(DATA LISTING)
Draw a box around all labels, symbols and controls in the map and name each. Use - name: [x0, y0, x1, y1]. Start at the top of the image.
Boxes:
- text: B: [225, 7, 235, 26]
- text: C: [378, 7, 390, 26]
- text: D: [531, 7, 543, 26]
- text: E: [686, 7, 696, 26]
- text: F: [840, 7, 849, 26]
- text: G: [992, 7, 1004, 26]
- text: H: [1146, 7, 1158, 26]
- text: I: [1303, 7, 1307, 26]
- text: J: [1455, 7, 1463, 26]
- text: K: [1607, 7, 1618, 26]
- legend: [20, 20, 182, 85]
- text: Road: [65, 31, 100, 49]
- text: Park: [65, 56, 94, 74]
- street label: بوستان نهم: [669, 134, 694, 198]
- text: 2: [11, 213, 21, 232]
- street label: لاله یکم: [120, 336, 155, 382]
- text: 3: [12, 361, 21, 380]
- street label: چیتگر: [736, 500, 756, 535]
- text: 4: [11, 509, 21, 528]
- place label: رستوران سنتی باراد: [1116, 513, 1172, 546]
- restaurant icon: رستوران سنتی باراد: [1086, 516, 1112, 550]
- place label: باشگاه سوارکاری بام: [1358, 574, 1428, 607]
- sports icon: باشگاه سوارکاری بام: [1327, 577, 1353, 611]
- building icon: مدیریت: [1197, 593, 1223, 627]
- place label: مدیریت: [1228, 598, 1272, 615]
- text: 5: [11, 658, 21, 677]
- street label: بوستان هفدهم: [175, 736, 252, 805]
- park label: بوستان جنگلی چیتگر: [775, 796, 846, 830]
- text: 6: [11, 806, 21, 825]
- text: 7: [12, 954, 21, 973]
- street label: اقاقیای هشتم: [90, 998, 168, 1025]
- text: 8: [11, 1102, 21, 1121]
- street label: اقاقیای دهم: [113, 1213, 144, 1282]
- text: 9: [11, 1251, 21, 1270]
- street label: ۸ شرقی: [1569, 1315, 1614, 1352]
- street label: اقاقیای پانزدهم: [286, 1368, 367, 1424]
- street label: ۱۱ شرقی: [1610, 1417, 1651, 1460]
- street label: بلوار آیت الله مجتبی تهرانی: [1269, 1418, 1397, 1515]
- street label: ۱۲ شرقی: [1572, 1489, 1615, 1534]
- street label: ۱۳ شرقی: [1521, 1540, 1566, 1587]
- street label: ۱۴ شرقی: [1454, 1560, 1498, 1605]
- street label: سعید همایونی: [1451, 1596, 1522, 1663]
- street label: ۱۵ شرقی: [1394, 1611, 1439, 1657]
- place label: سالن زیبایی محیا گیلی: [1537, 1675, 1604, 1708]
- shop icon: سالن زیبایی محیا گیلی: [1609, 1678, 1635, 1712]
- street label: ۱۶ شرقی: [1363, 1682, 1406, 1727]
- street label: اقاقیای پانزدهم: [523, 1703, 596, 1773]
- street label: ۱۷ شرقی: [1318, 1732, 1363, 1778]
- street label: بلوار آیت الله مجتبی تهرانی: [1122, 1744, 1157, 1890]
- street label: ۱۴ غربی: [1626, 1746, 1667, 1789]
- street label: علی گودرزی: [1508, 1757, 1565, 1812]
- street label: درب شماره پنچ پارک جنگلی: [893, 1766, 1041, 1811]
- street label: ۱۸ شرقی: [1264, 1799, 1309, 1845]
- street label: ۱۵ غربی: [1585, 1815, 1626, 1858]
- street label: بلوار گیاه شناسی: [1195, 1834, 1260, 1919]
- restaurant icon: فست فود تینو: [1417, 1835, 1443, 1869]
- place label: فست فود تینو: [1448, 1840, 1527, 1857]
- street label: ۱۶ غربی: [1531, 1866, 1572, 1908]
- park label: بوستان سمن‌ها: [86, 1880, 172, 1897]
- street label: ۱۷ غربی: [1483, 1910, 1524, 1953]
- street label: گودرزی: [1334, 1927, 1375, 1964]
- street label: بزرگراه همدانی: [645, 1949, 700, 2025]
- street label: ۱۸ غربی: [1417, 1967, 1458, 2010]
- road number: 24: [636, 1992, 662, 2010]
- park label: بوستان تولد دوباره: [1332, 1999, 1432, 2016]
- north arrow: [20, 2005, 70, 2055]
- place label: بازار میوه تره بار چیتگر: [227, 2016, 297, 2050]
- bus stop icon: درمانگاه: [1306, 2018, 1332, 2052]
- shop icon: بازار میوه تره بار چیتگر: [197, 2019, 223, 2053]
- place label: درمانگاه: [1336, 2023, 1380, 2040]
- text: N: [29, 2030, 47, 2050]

(WHAT IS EXPECTED) Which lines of the records above contain the word "مدیریت"? Copy each of them.

(ANSWER)
- building icon: مدیریت: [1197, 593, 1223, 627]
- place label: مدیریت: [1228, 598, 1272, 615]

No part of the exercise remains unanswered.